Future versions of Apple’s Siri could go beyond voice recognition.
Apple is developing a way to help interpret a user’s requests by adding facial analysis to a future version of Siri or another system. The goal is to reduce the number of times a voice request is misinterpreted and to do so by trying to analyze emotions.
Voice assistants can perform actions on behalf of a user,” says Apple in US patent number 20190348037. “Actions can be performed in response to user input in natural language, such as a sentence pronounced by the user. In some circumstances, an action taken by an intelligent software agent may not match the action the user intended. “
“For example,” he continues, “the image of the face in the video input can be analyzed to determine if certain muscles or muscle groups are activated by identifying forms or movements.”
Part of the system involves the use of facial recognition to identify the user and then provide customized actions such as retrieving that person’s email or playing personal music playlists.

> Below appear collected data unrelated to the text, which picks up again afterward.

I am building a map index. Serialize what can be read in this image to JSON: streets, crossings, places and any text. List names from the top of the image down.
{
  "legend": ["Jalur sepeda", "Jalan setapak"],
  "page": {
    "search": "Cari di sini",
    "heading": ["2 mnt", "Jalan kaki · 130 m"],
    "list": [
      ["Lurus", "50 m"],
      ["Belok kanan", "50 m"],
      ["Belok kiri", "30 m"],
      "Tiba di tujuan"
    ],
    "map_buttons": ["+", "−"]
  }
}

It is also intended, however, to read a user’s emotional state.
“[The] user reaction information is expressed as one or more metrics as a probability that the user’s reaction matches a certain status as positive or negative,” the patent continues “or a degree where the user is expressing the reaction “.
This could help in a situation where the spoken command can be interpreted in different ways. In that case, Siri could calculate the most likely meaning and act on it , then use facial recognition to see if the user is satisfied or not.

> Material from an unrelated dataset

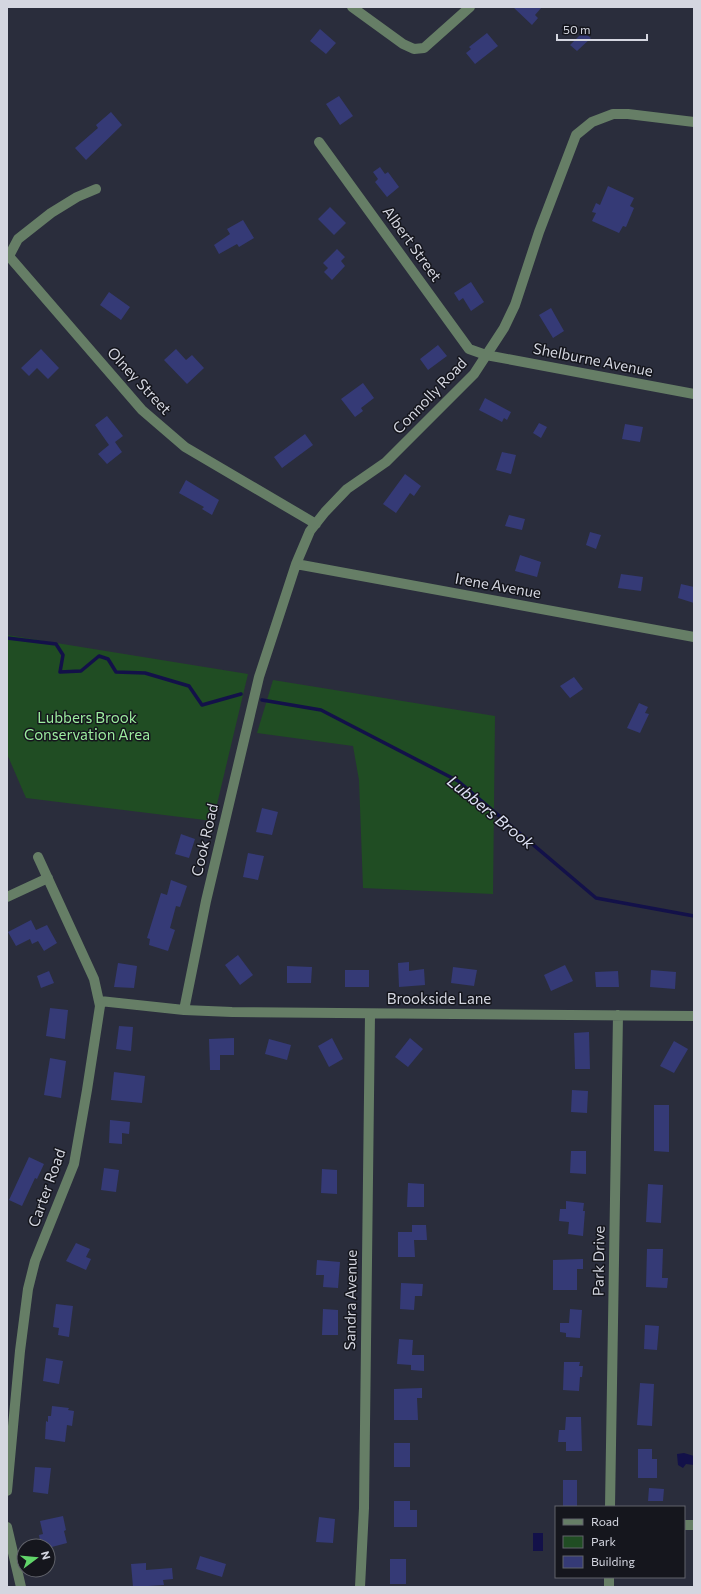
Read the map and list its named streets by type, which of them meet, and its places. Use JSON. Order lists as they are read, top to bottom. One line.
{"streets":{"street":["Albert Street","Shelburne Avenue","Olney Street","Connolly Road","Irene Avenue","Cook Road","Brookside Lane","Carter Road","Park Drive","Sandra Avenue"]},"crossings":[["Albert Street","Shelburne Avenue"],["Albert Street","Connolly Road"],["Shelburne Avenue","Connolly Road"],["Olney Street","Connolly Road"],["Connolly Road","Irene Avenue"],["Connolly Road","Cook Road"],["Cook Road","Brookside Lane"],["Brookside Lane","Carter Road"],["Brookside Lane","Park Drive"],["Brookside Lane","Sandra Avenue"]],"water":["Lubbers Brook"],"parks":["Lubbers Brook Conservation Area"],"legend":["Road","Park","Building"],"scale_bar":"50 m","north":"right"}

The system works “by obtaining, through a microphone, an audio input and obtaining, through a camera, one or more images “. Apple notes that expressions can have different meanings , but its method classifies the range of possible meanings according to the Facial Action Coding System (FACS).
This is a standard for facial taxonomy, created for the first time in the 1970s, which classifies every possible facial expression into a large reference catalog.
Using FACS, Apple’s system assigns scores to determine the probability of correct interpretation and then to make Siri react or respond accordingly.